I have heard many times that hospitals were built for the physician and not the patient. The clinics and care centers are network hubs and are built for the patient to spend time with their care provider in high tech settings to standardize and optimize the interaction to enable standardization and optimization of the outcome. We clutter these clinics with irrelevant activities that can be now done virtually and in combination with remote cross functional teams. The right technology and the right level of engagement by the patient can create the efficient spokes to the nodal hub infrastructure. To make this even more effective triage optimization on each call or enquiry from a patient will allow specific and targeted hub and spoke access to improve efficiency and flow for all concerned.

Let’s talk less about value based care and more about care based value. We have to provide the patient with the value they seek which requires transparency and convenience. The next generation of tools are enhancing the conversations with patients, care teams and providing vital decision assist capabilities as a functional tool to the physician and clinical care team. We must socialize the care teams and move to motivational recommendations.
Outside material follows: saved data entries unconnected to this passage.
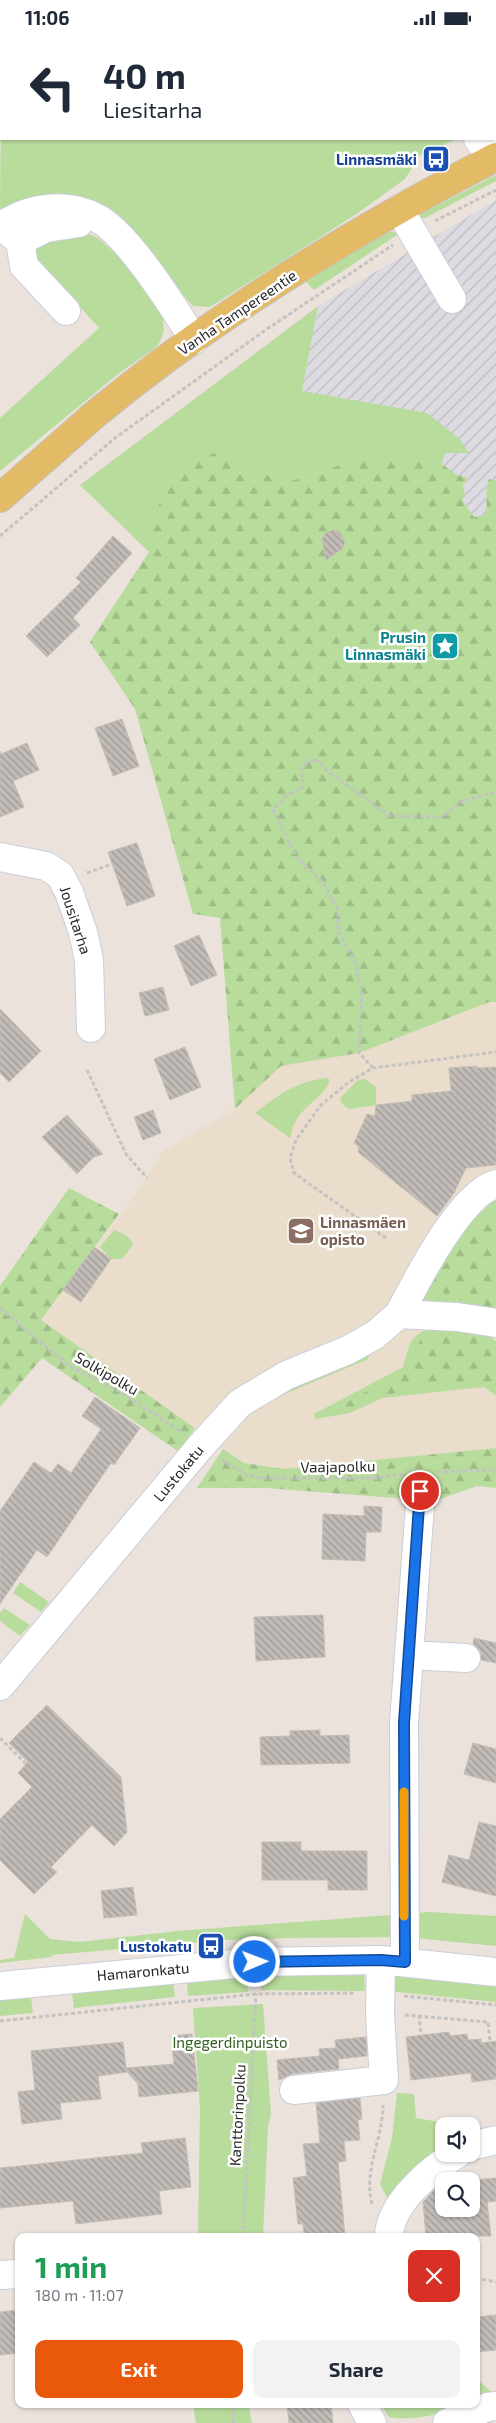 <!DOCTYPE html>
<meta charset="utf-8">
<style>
:root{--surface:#fff;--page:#f2f2f3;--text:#1f2937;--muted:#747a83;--accent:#ea580c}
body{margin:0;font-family:"Exo 2",sans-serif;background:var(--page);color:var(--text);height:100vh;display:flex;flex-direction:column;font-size:19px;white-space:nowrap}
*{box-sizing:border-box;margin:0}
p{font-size:16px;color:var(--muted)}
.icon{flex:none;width:28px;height:28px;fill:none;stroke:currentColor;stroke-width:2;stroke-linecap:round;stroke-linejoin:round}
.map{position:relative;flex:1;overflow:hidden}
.drawer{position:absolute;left:15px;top:2198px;width:465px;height:175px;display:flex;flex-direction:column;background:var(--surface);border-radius:10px;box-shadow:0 1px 4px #0004}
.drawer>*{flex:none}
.banner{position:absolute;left:0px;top:0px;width:496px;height:105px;box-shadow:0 1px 4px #0004;background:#fff;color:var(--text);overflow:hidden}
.controls{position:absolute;left:435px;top:2082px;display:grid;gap:10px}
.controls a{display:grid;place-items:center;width:45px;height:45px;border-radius:10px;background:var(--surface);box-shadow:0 1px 4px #0004;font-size:25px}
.pin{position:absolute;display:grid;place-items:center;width:42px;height:42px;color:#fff;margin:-21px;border:2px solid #fff;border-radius:50%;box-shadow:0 1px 5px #0007}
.me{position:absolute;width:55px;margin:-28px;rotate:89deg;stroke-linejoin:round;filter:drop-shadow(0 0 4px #0008)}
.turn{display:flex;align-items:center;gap:18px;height:105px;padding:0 20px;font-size:22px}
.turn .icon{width:65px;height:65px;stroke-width:2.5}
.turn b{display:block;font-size:35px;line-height:42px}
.round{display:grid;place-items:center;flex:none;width:52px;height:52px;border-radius:10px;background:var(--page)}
.head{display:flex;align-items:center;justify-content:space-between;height:85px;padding:0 20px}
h1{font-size:30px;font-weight:700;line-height:38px;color:#1e9e55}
.action{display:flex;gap:10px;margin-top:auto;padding:10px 20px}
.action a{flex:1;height:58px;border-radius:10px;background:var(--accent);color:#fff;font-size:20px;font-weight:700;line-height:58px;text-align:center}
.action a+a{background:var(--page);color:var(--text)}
.status{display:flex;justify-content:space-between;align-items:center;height:35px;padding:0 25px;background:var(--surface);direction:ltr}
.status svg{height:14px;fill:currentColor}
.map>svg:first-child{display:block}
.industrial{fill:url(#industrial-furrows)}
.education{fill:#eaddcc}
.grass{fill:#b8dc9c}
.forest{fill:url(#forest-firs)}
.building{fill:url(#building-back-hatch);stroke:#c5beb5}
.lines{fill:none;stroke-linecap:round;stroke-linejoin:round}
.minor-casing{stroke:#caced9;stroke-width:30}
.major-casing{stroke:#c3c3c3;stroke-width:30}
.path{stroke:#c3c3c3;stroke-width:3;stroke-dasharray:4 2.5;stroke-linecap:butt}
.minor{stroke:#fff;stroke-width:28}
.major{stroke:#e3bb67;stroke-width:28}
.route-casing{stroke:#114b97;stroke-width:12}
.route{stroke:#1a73e8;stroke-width:9}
.slow{stroke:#f59e0b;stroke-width:9}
.labels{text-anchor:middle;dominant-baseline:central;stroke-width:5;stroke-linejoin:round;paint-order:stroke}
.transit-label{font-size:15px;font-weight:bold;fill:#164399;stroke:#fff;text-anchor:end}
.street-label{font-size:15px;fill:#282828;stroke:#fff}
.culture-label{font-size:15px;font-weight:bold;fill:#0d838f;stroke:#fff;text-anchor:end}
.education-label{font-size:15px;font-weight:bold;fill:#785e54;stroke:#fff;text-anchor:start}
.park-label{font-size:15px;fill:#325e20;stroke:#fff}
</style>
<div class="status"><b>11:06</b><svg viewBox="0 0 49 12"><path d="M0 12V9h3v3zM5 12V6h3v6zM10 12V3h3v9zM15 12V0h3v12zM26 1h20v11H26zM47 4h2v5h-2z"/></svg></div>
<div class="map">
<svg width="496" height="2388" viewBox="0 0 496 2388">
<defs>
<pattern id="industrial-furrows" width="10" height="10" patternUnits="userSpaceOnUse" patternTransform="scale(1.25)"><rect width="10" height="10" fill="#dddbe2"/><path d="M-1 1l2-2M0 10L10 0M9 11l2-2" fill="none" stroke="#bebcc2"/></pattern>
<pattern id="forest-firs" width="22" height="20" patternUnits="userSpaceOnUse" patternTransform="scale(1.25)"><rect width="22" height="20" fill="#b8dc9c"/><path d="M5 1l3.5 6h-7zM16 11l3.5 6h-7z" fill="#9ebd86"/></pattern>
<pattern id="building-back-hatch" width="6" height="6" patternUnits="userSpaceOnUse" patternTransform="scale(1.25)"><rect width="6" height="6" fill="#c2bcb8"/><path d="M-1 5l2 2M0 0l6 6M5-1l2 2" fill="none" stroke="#9e9996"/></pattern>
</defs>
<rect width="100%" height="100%" fill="#eae2db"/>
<path class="industrial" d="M496,165V445H489L486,451L487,474L484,480L474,482L462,465L466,442L457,440L441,429L285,448L318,271Z"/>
<path class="education" d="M489,967H496V1413L284,1434L244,1428L41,1285L133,1163L163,1116L235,1074L281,1031L359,1018Z"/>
<path class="grass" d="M242,0H482L245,1Z
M1,55V104L454,105L419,121L405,144L355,180L210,272L193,271L182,259L155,220L132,194L112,177L0,178Z
M496,140V146L425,183H421V179Z
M84,197L98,203L116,219L138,243L163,283L164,296L160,307L155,313L118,339L0,436V383L99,293L35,222V207Z
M390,197H395L397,200L314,255L306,247L348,220Z
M318,271L302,356L427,378L460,404L469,418H445L442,429L364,422L285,448L215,418L149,489V517L80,450Z
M327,1043L330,1045C322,1067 296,1070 290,1103L255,1078C278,1060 297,1046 327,1043Z
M365,1044L376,1052V1070L350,1074C344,1071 341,1069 340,1063L358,1045Z
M496,1163V1279L421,1270L419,1255L470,1188Z
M114,1195C122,1198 131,1201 133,1210L122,1224H111L100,1212Z
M432,1293L486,1295L496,1307V1361L484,1352L382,1363L350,1378L315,1384L314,1379L403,1332C409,1312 409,1299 432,1293Z
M367,1320L369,1321L368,1324L273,1364V1360Z
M20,1547L49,1567L41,1577L13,1558Z
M4,1573L30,1590L20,1601L0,1586V1578Z
M430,1877L496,1881V1911L405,1902L292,1903L225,1905L51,1920L52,1922L0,1928V1925L14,1923L25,1879L50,1904L80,1907L178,1896Z
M364,1940L365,1956L261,1955V1941Z
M387,1940L496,1951V1967L386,1956Z
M247,1941L248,1957L188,1961L187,1946Z
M173,1946L175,1962L74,1973L72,1958Z
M31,1962L33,1978L0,1981V1965Z
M263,1969L271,2079L268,2092L263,2201H198L200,2073L193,1973Z
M397,2058L414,2059L416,2083L463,2091H444V2118L388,2164L380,2149L392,2103Z
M476,2343L496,2361C470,2372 416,2388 389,2382C386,2379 383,2372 381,2369H476Z
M193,2369H248L252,2388H196Z"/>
<path class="forest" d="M215,418L285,448L364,422L442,429L457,440L466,442L467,446L463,449L465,461L462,465L474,482L484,480C490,468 483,456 489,444L496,445V967H489L359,1018L281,1031L235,1074L220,883L193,879L135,674L90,607L149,517V489L177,434Z
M69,1153L119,1179L41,1285L195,1393L179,1417L42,1323L0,1372V1251Z
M496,1174V1273L448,1263L434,1246C452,1219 469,1193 496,1174Z
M434,1295L485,1298L496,1311V1352L489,1346C472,1351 457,1348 439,1350C405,1353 375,1363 344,1376L340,1375V1371L407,1334L420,1305Z
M496,1413V1453L477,1451L434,1466L267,1453H197L223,1414L244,1428L284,1434Z"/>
<path class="building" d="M333,495L340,497L345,507L342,514L326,525L322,504L326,498Z
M113,501L132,518L73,583L80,590L47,622L26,601L81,547L76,543Z
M122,684L139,731L113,741L95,693Z
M27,708L39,735L13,746L24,772L0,782V716L1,719Z
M137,808L155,861L127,871L108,817Z
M199,900L217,940L191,951L174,911Z
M163,952L169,975L145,981L139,958Z
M0,974L41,1016L9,1047L0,1038Z
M185,1012L201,1052L170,1065L154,1024Z
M477,1031V1033L496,1032V1130L466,1133L454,1158L437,1181L358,1117L359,1112L354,1108L367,1079L375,1081L376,1070L412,1066V1060L451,1056L449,1033Z
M153,1075L161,1098L143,1105L134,1082Z
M67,1080L103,1119L94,1122L77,1139L42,1102Z
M94,1212L111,1224L81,1267L63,1255Z
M95,1362L140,1393L114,1430L111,1428L47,1522L37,1515L0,1569V1476L34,1427L51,1438L58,1429L71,1438L101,1394L82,1381Z
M364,1471L382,1472L381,1497H366L365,1526L322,1524L323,1479L364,1481Z
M323,1580L325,1622L256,1626L254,1582Z
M474,1603L496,1608V1628L481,1625L480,1616L473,1609Z
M47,1670L121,1742L127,1797L114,1811L92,1790L51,1832L57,1837L34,1859L0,1825V1784L32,1752L18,1738L28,1727L9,1708Z
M320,1695V1701L349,1700L350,1728L261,1730L260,1702L290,1701V1696Z
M473,1708L496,1714V1748L464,1739Z
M479,1787L496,1791V1861L442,1847L449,1820L469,1825Z
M262,1807H301V1816H367V1855H328V1845H262Z
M133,1852L137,1880L104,1883L101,1856Z
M449,1997L450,2001L467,1999L468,2005L481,2004V2008L496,2006V2044L472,2047L471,2038L411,2045L406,2002Z
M192,1999L198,2056L139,2062L138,2049L127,2037L98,2041L101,2064L60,2068L62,2084L22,2089L18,2057L35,2055L31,2016L123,2007L126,2033L174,2029L171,2001Z
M366,2002L367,2021L338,2024L339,2034L292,2039L279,2045L277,2025L320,2021L319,2014L336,2013L335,2005Z
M360,2063L362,2084L358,2085L360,2105L344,2106L346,2126L338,2127L345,2201H304L303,2189H298L293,2143L307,2141L303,2109L320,2108L316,2068Z
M185,2103L191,2152L159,2156L162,2179L76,2189L73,2166L0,2173V2133L143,2118L141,2108Z
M496,2143V2166L487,2167L491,2201H426L423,2167L435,2154L444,2148V2174H471V2146H464Z
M19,2275V2318L0,2320V2277Z
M496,2280V2315L476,2317V2282Z
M287,2369H331L333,2388H289Z"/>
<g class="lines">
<g class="minor-casing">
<path id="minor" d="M93,0L96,1
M495,72H496
M478,104L493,124
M399,174L452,264
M0,190L20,206L24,231L66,276
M3,190C30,172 67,167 97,183C127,198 175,274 194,305
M20,206L46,193L79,188
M0,822L46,831L60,840L69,857L83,897L89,925L91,993
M496,1149C460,1159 416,1247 399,1279L457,1282L496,1288
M409,1620L466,1623
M0,1651L200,1412L240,1368L287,1340L348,1315L375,1300L399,1279
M405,1927L404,1688L421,1456
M0,1951L255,1927L381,1925L496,1937
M294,2055L384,2045L380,1979L381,1925
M471,2111L496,2105
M389,2201C390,2168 431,2134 457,2119
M0,2240L19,2239
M362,2369L372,2388
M447,2388L488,2372L496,2371"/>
</g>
<g class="major-casing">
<path id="major" d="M0,463C31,436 62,408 93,381C216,279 355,195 496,122"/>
</g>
<path class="path" d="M312,0L315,1
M378,0L379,1
M435,186L496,155
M0,501L115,403L267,294L393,210
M87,838L112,829
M373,1033L359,1018L362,958L355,927L338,896V875L323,847L297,823L273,775L286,761L303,752L302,731L315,724L330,738L390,781L443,782L460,767L496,757
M87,1035L126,1119L147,1143
M386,1203L294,1138L290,1123L296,1105L321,1070L349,1047L373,1033L496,1017
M0,1273L69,1331L117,1355L180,1396
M222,1425L247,1440L262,1443H376L403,1439
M437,1437L496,1435
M0,1703L26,1729
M404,1961L496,1970
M405,1980L488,1987L490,2007
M419,1980L421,2000
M0,1986L256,1959L355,1958
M372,2169C363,2135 383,2104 383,2070
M243,2201L256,1959
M476,2243L496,2247
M233,2388L234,2369"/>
<use href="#minor" class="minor"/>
<use href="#major" class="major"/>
</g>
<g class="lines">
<g class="route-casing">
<path id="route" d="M255,1927L381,1925L405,1927L404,1688L420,1456"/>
</g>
<use href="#route" class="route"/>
<path class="slow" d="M404,1757V1881"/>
</g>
<defs>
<g id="bus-square" transform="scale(1.4375)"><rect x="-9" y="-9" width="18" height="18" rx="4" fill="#1a4fb4" stroke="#fff"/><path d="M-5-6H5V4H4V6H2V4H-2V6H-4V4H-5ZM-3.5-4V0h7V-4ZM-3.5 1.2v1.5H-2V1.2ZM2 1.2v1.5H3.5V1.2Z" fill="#fff"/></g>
<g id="sight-square" transform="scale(1.4375)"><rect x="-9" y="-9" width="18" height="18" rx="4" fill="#0f9aa8" stroke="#fff"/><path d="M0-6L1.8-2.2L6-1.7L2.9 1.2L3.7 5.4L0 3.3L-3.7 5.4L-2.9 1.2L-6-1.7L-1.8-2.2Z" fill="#fff"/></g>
<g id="school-square" transform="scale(1.4375)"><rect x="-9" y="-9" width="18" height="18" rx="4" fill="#8d6e63" stroke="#fff"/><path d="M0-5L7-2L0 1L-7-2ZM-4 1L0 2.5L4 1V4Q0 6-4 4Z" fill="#fff"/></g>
</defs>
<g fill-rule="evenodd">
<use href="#bus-square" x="436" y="124"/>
<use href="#sight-square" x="445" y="611"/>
<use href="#school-square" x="301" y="1196"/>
<use href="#bus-square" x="211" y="1911"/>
</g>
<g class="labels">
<g class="transit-label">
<text x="417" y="124">Linnasmäki</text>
<text x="192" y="1911">Lustokatu</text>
</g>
<g class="street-label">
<text transform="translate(237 277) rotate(-34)">Vanha Tampereentie</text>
<text transform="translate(76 885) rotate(72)">Jousitarha</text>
<text transform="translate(107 1338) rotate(30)">Solkipolku</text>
<text transform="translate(338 1431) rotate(-1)">Vaajapolku</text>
<text transform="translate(178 1438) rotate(-50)">Lustokatu</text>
<text transform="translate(143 1936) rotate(-5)">Hamaronkatu</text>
<text transform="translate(237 2080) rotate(-87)">Kanttorinpolku</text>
</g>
<g class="culture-label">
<text x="426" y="602">Prusin<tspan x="426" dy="17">Linnasmäki</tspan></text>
</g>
<g class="education-label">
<text x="320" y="1187">Linnasmäen<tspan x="320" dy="17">opisto</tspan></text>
</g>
<g class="park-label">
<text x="230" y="2007">Ingegerdinpuisto</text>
</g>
</g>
</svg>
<div class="controls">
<a><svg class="icon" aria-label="sound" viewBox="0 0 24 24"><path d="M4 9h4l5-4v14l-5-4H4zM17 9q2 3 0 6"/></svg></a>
<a><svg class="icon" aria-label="search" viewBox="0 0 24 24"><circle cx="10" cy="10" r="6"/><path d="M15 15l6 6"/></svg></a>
</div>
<div class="pin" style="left:420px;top:1456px;background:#d93025"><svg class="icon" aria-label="arrive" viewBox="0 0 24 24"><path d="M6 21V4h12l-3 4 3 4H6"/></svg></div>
<svg class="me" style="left:255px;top:1927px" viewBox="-20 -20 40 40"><circle r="17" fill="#1a73e8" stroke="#fff" stroke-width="3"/><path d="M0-11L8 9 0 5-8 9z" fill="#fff"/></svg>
<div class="banner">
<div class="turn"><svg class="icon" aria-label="left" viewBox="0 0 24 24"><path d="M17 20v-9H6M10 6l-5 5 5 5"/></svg><div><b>40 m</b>Liesitarha</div></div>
</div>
<section class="drawer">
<div class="head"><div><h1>1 min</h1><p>180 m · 11:07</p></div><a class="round" style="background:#d93025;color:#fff"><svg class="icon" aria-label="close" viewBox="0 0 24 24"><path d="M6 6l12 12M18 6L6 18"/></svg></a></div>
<div class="action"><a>Exit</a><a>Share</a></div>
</section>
</div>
Care providers are desperately trying to move away from the structured checklist approach to a network data approach and do not want to be incented on the completion of tasks but the integration of tasks with teams. We need to move back to outcome of care and the efficient documentation of care to which the tech company must be held accountable. I would like to see implementation and utility scores be a measure of the tech company’s relevance to the outcome of the patient. Visionary medical school and patient population leadership is going to change this before it negatively effects the patient and worse, the job satisfaction of our extremely valuable care delivery professionals.

We must simplify the care delivery tech interface as a matter of urgency. Simplify it for the patient to access and understand their care and simplify it for the doctor and nurse to access pertinent care information and management order tools. The UX of care is not just a UI challenge, it is a re-engineering of the network of interfaces that are utilized to access and deliver care.